SASQUATCH: THE LEGEND OF BIGFOOT










d. Ed Ragozzino (1976)

Cryptozoology was all the rage in the mid 70s, and Big Foot was very big news in entertainment indeed, like a hairier Elton John. This curious film follows an expedition to find the legendary man of the woods, bringing together a motley group of scientists and native guides who spend months travelling into the heart of British Columbia, a densely forested wilderness covering 365,000 square miles*: the perfect place for a furry hominid who has absolutely no interest in being captured, prodded about and put into a zoo.

The film is documentary style, interspersed with recreations of famous Big Foot sightings and attacks. It's a mix of travelogue and nature film, and is really rather restful. There's some light comedy at the expense of the comical cook (who is, nevertheless, a crack shot), but mainly its just sun dappled shots of men on horses making their way carefully and slowly through a succession of beautiful, lonely settings.

There are a couple of animal attacks: a bobcat tries to eat a horse and is shot (the attack is staged, but the shooting looks authentic and leaves a bad taste) and a grizzly bear attacks an inattentive sentry (this was apparently achieved by putting Tootsie Rolls on a stuntman's shoulders, and letting the trained bear have a nibble). This latter sequence is hard to watch without smiling, probably not the intention.    

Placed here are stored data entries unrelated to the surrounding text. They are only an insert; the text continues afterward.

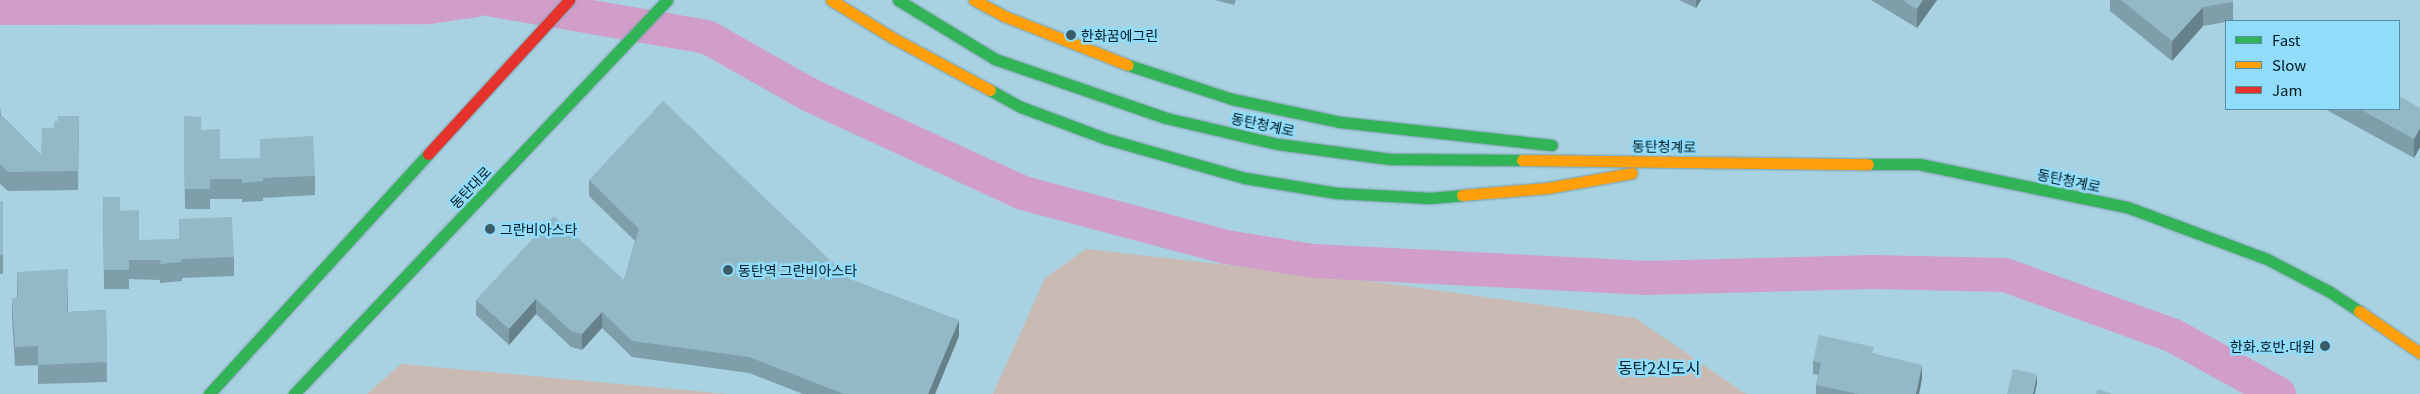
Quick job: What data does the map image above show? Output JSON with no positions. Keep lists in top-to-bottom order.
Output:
{
  "streets": {
    "street": ["동탄청계로", "동탄대로"]
  },
  "districts": ["동탄2신도시"],
  "places": [
    "한화꿈에그린",
    "그란비아스타",
    "동탄역 그란비아스타",
    "한화.호반.대원"
  ],
  "legend": ["Fast", "Slow", "Jam"]
}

After a long while, the expedition hears a piercing and blood-chilling scream: finally, they are in Big Foot country. Big Foot clearly doesn't like visitors as he and a few friends very quickly trash the camp, throwing boulders and tree trunks with insouciant ease and breaking all the high tech equipment and a few limbs. The expeditions plan to shoot one with a tranquiliser dart comes to precisely naught, and, in the blessed relief of the morning, thoroughly defeated and lucky to be alive, they pack their smashed up shit and head for home.

We don't see much of Big Foot, just some huge, shaggy, shadowy figures in the dark, but it's enough. I don't necessarily believe in Sasquatch, but I don't necessarily disbelieve, if you know what I mean. If there is something out there, and there just might be, it will come and say 'hi' when it's ready, maybe never, which, ultimately, seems to be the moral of this tale: Big Foot likes its privacy, so don't mess with it. 

* To put this into perspective, this is the equivalent area of the entire British Isles and surrounding sea, half of Belgium, all of Luxembourg and France as far as Paris. It not only makes you realise that Big Foot could hide there indefinitely but also makes you wonder what else is in there.